И только увидев наполовину снесенное лицо мальчика — его оторванная щека свешивалась к шее, точно шкурка плода с красной мякотью, — она поняла, что женщины, не ведая о том, несли мертвых детей, собственных детей, превратившихся в живой щит, чьи тела вобрали пули, посланные солдатами женщинам в спину. Шумани захотелось сказать об этом, но она сдержалась, подумав, не мертва ли подобранная ею девочка, которая как раз перестала верещать. Правда, крови на снегу она не заметила, но что это доказывало? Кровь могла и не просочиться сквозь толстое индейское одеяло, в которое ребенок был завернут.
Тогда Шумани решила молчать и целиком сосредоточиться на беге; ее не оставляло смутное ощущение, что самое трудное осталось позади. Снаряды по-прежнему рвались то тут, то там, но, потеряв изрядную часть смертоносной энергии, уже редко попадали в цель.
Как и эти снаряды, Шумани сожгла большую часть сил в первые минуты бега и теперь чувствовала себя отяжелевшей и неловкой. И если в начале этой бешеной гонки боль в ногах была подобна боли юноши-воина, который доводит напряжение всех мускулов до наивысшего предела, раз он дал себе клятву опередить лучшего бегуна соседнего племени, то к концу боль обернулась мучительным недугом уже немолодой женщины — выдохшейся, с губами, перепачканными густой слюной, стекавшей длинными струйками, подобно клочьям белой, остро пахнувшей пены, слетавшей с морды бизона, загнанного человеком.
Скорость бега ей удалось сбавить лишь позже, гораздо позже, когда вязкий снег, в котором она с усилием передвигала ноги, пробивая себе путь, перешел в плотную, ровную, с зеркальным блеском поверхность, утрамбованную таким скоплением измученных людей, лошадей и повозок, которого прежде Шумани видеть не доводилось.

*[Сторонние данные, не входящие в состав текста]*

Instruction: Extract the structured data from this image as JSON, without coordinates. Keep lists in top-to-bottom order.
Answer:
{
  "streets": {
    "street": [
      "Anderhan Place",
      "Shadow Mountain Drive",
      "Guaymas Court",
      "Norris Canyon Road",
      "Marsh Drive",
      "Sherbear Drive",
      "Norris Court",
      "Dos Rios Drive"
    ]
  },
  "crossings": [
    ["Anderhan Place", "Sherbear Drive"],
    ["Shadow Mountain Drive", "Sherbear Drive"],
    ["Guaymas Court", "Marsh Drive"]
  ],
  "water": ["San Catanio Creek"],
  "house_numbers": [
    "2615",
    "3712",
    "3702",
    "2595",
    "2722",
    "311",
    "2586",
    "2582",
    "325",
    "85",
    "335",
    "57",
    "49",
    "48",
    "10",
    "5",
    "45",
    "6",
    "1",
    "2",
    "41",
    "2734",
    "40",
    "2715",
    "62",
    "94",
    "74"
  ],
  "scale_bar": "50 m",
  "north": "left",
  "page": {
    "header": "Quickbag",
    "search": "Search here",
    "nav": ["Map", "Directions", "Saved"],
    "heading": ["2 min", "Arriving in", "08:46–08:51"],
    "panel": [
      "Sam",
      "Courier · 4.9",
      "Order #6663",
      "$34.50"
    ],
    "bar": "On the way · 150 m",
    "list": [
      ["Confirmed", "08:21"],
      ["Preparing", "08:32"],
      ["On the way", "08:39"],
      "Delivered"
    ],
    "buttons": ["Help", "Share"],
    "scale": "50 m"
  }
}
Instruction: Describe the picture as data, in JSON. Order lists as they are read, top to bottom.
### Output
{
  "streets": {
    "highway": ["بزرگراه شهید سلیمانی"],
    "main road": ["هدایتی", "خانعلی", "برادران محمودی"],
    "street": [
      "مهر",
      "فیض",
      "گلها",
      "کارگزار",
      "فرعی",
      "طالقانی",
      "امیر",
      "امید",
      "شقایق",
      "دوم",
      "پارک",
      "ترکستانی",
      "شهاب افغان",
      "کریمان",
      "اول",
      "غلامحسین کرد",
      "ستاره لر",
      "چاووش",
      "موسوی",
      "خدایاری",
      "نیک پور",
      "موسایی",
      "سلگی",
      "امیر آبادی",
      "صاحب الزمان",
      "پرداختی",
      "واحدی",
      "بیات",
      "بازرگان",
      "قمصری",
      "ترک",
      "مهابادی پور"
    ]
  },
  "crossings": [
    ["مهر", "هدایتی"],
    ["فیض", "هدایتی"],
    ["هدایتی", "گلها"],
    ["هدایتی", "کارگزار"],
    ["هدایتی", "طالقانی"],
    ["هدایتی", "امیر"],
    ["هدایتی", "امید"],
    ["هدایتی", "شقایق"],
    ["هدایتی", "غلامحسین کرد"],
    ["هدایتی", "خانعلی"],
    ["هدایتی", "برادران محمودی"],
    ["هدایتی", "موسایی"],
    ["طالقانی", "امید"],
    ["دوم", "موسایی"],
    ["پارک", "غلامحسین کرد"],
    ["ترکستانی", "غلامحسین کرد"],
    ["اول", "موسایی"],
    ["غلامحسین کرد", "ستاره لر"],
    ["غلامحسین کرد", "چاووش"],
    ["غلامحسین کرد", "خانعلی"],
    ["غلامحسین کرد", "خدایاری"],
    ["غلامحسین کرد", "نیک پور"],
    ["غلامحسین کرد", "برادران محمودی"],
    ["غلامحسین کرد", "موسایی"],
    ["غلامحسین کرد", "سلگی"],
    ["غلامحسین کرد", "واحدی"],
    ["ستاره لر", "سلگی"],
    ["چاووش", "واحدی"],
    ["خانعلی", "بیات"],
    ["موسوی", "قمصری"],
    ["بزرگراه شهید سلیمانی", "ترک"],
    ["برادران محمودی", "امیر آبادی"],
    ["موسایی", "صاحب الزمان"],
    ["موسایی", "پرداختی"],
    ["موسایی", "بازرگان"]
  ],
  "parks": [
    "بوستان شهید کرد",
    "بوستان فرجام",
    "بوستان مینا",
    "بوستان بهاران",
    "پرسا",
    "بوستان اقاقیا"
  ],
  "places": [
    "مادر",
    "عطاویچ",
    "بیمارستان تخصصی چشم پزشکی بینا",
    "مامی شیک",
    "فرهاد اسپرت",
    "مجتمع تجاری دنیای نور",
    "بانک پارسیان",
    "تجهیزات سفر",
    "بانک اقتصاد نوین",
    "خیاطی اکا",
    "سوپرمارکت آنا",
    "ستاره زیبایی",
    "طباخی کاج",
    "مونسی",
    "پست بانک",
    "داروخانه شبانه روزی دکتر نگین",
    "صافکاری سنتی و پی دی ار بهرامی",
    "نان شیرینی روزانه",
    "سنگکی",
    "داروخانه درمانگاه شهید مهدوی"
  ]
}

Впереди она заметила фургон на четырех больших расшатанных колесах, в который была впряжена низкорослая лошадка. Внутри ярко-желтого фургона — из-за необычного цвета Шумани моментально выделила его из остальных — среди наваленных кучей тел раненых и убитых сидели измученные, чудом выжившие люди. Весь остаток жизни, а больше ей нечего было предложить, Шумани отдала бы за то, чтобы протянулась чья-нибудь сострадательная рука и помогла им взобраться на повозку — ей и Эхои. Мягкое поскрипывание колес на снегу таило в себе нечто сладостное и придающее силы, вроде сахара, размешанного в очень горячем питье. Ей захотелось забыться в этом звуке, дать ему себя убаюкать, поглотить целиком.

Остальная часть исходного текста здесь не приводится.